El equilibrio entre rigidez (imparcialidad, protocolos, estructura) y sensibilidad (empatía, flexibilidad, adaptación) es central. Barcelar subraya la necesidad de “posicionarse de forma neutral y objetiva” (SciELO), mientras que la mediación humanizante requiere una alta sensibilidad al contexto del estudiante. Esta dualidad exige al mediador mantener estándares éticos claros sin perder la capacidad de comprender, acoger y adaptar su papel a las emociones y dinámicas del grupo.

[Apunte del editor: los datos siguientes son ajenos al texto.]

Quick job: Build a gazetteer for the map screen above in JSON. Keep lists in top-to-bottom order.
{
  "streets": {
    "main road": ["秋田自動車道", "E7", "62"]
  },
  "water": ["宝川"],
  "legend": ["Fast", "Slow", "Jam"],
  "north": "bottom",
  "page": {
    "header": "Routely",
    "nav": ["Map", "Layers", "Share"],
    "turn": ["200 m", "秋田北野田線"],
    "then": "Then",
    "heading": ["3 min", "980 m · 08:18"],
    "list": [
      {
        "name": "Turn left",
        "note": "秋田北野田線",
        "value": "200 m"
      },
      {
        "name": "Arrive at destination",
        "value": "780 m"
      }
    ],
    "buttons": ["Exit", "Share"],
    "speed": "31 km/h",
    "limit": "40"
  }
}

  1. Beneficios de la función mediadora docente

Los beneficios abarcan áreas relacionales, formativas y emocionales: fortalecimiento de la convivencia, desarrollo de competencias sociales y mejora del aprendizaje. “La mediación escolar contribuye a la mejora del clima educativo y al desarrollo de habilidades socioemocionales” (SciELO). Además, favorece un ambiente respetuoso, promueve la autonomía y reduce la conflictividad, beneficiando directamente tanto al alumnado como a la comunidad educativa en su conjunto.

Bibliografía

Dirección General de Educación Superior para el Magisterio (DGESuM). (2022). Marco curricular común de la educación media superior 2022. SEP.
Recuperado de: https://dgesum.sep.gob.mx/storage/recursos/planes2022/IWB6etA8V0-5844.pdf

Pagés Costas, J. (2022). La profesionalización docente: una visión crítica desde la praxis. Revista Pedagogía, 3(8), 34–49.
Recuperado de: https://www.pag.org.mx/index.php/PAG/article/download/334/376

Cruz, L. & Gálvez, A. (2022). La mediación docente en la educación superior. Revista Multiensayos, 9(22), 20–31.
Recuperado de: https://camjol.info/index.php/multiensayos/article/download/9428/10791

Muñoz, R. (2020). La mediación pedagógica como estrategia para una educación transformadora. Revista Educación, 44(1), 89–105.
Recuperado de: https://www.scielo.sa.cr/scielo.php?pid=S1409-42582020000100411&script=sci_arttext

Espinosa-Ríos, E. A. (2016). La formación docente en los procesos de mediación didáctica. Praxis, 12, 90–102.
Recuperado de: https://www.researchgate.net/publication/312316995_La_formacion_docente_en_los_procesos_de_mediacion_didactica

Ruiz-Mora, F., Barrionuevo-Terán, E., & Villacres-Pérez, M. (2023). El docente como mediador y diseñador de experiencias de aprendizaje. Revista Diálogo Educativo, 25(1), 35–47.
Recuperado de: https://dialnet.unirioja.es/descarga/articulo/9263048.pdf

Barcelar, J. (2025). La función del mediador docente en contextos de convivencia escolar. Revista Investigación y Educación, 7(1), 1–17.